I’ve just started taking an armature design class at the Oregon College of Art and Craft. One of the class requirements was that we bring in a character design to work with. Here’s the show’n’tell for what I’ve got so far.

CONCEPT ART

So, I’m interested in doing something with this character that has both a swan wing and a bat wing.


1. Summertime, The Future Seems so Far Away

I prefer an intuitive/organic creative process, where I slowly discover imagery over time… Letting it come to me, rather than going with what’s literal, logical, predictable. What do I know about this character so far? That he can be split in two and confront himself — each character with just one wing.


2. Summoning Willpower

Also, while the almost-mirror-image selves seem to have some inner conflicts to work through, they might sometimes cooperate with one another when a noble quest demands it of them. Such as when they come face to face with the Black Robot. …Which may perhaps require some additional costume changes.

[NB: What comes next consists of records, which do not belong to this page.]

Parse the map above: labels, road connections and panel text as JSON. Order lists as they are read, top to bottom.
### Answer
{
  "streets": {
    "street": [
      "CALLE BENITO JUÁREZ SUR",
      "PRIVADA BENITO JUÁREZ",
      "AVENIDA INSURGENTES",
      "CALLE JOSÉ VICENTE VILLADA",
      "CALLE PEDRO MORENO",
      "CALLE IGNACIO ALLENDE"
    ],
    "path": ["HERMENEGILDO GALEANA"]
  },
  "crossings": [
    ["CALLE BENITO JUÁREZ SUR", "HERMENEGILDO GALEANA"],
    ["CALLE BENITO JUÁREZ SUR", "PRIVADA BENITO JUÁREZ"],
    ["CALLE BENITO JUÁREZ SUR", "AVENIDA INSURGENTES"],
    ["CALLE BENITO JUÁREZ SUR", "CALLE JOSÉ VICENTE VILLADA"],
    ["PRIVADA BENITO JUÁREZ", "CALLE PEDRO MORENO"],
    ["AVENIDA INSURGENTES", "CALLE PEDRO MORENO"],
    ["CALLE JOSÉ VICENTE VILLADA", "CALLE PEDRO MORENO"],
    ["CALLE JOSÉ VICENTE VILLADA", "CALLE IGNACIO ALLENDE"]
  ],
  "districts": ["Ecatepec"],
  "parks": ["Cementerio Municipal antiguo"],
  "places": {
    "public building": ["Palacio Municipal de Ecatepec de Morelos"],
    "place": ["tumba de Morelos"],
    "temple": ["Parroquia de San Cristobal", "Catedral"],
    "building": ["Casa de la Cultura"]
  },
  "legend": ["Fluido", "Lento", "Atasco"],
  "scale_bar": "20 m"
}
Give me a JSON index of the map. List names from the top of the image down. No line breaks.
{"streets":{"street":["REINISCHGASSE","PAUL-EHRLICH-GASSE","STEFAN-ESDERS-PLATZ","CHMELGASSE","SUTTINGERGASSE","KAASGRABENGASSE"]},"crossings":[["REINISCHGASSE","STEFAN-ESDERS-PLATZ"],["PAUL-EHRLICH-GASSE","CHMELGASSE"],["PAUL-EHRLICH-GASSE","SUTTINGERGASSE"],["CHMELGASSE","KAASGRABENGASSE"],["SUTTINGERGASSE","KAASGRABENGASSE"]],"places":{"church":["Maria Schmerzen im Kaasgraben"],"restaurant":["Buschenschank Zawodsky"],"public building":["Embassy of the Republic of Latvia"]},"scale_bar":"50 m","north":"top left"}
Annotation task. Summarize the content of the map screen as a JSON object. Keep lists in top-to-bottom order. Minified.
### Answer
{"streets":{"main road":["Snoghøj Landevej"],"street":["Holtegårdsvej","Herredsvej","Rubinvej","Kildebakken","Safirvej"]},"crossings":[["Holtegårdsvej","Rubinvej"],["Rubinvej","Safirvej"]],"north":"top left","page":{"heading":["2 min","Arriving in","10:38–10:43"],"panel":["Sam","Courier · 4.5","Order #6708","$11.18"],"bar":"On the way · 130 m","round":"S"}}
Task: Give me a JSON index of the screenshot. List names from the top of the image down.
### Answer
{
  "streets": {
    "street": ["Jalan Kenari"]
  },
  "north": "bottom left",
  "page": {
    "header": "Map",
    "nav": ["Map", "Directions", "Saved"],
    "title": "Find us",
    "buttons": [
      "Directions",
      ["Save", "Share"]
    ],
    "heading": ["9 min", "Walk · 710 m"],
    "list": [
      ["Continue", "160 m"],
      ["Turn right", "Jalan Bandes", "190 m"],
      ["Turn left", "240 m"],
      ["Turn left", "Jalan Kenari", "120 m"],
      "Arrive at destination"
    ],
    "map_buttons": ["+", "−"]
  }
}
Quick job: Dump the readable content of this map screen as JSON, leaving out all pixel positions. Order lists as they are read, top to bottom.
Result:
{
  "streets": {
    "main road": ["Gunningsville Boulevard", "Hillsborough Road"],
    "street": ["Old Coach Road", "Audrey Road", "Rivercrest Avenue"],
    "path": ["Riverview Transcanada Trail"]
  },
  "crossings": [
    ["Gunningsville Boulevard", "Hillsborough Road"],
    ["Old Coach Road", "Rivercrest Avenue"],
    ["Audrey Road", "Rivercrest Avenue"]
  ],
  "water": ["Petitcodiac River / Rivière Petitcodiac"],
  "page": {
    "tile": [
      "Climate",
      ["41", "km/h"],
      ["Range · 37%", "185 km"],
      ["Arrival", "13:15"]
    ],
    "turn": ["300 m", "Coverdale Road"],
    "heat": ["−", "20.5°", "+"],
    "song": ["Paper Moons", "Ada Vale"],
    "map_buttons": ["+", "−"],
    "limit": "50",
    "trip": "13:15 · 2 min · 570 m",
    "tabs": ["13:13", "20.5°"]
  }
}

3. Possibilities Resolve into a Definite Future

CLAY SKETCH

At this point, most folks would refine their character design by putting pencil to paper. Not my cup of tea. I have a strong urge at this point to explore the character in three dimensions. So I whip out some oil-based clay and start roughing out volumes.


4. clay sketch – front

Personal preference: I’m going to want to keep improvising and making discoveries during the fabrication process, so this isn’t a fancy maquette — I didn’t even bother making the second arm and leg. I just want a sense of proportions and to find out how the thing feels in my hands. Honestly, I think a lot of stopmoes could benefit from clay sketching… It’s easy to draw tiny Tim Burton -style ankles with a pencil — but get some clay under your fingernails, and it quickly becomes apparent how tricky it’ll be to pull off that idea in 3D.


5. clay sketch – side

When I took photos of the clay sketch, I kept on with the “quick&dirty” approach, not bothering to set up good lighting or even hold the sculpt up straight. That’s what PhotoShop’s for. With a bit of resizing and rotation, I put the front and side views next to each other. I want the final puppet to be 9″ tall (medium-sized for a pup), so I cropped the image and resized it to a height of 648 pixels (72ppi * 9″).


6. front & side comparison

Photoshop makes mirroring the two sides of the puppet a cinch. I also snagged an image of a bat wing from Google and roughed that in.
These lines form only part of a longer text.